In adults, a number of measures to reduce perioperative blood loss have been established [1]. Preoperative autologous blood donation is the most effective method to reduce the exposure to homologous blood components in adult surgery [2]. However, it is far more invasive and complicated in infants or children:

• Infants may require light anaesthesia for blood donation. An inhalational anaesthetic technique is preferable; intravenous (i.v.) hypnotics, narcotics and muscle relaxants should be avoided to prevent any drug-related side-effect of the autologous blood unit after retransfusion.

• Regular blood collection bags cannot be used because they contain too much anticoagulant for the small amount of blood withdrawn.

• Mayer and colleagues found preoperative autologous blood donation impossible to perform in approximately 10% of their patients due to venous access problems [3].

Despite these difficulties most parents are enthusiastic since, in their opinion, the potential benefit from prevented homologous blood transfusion out-weighs the risk of additional anaesthesia and stress for their children. In adult surgery much preoperatively donated blood is not used intraoperatively and is thus discarded. Given the complexity of preoperative autologous blood donation in children and infants, its indication should be limited to patients with a very high likelihood of subsequent transfusion requirement.

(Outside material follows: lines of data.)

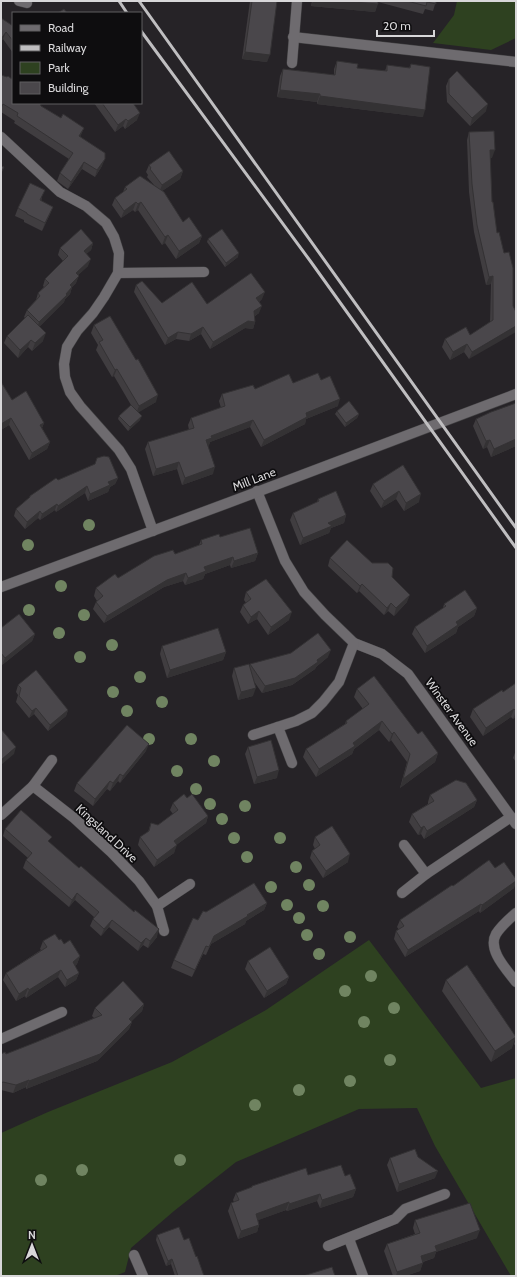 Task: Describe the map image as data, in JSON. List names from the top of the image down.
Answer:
{
  "streets": {
    "street": ["Mill Lane", "Winster Avenue", "Kingsland Drive"]
  },
  "crossings": [
    ["Mill Lane", "Winster Avenue"]
  ],
  "legend": [
    "Road",
    "Railway",
    "Park",
    "Building"
  ],
  "scale_bar": "20 m",
  "north": "top"
}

Perioperative haemodilution is much easier to perform in children than is preoperative blood donation since no additional anaesthesia is needed to withdraw the blood. However, the efficacy of haemodilution, surprisingly, has not been established or even questioned in adults. A recent meta-analysis showed that haemodilution in randomized controlled clinical trials with clearly established transfusion triggers did not reduce the exposure to homologous blood [4]. However, several studies included in that meta-analysis did not consider the basic principles of haemodilution. These include a high initial haematocrit (>35%), and the tolerance of a low haematocrit (<25%) intraoperatively. If these criteria are not fulfilled, the amount of blood withdrawn is insufficient to make a difference in exposure to homologous blood.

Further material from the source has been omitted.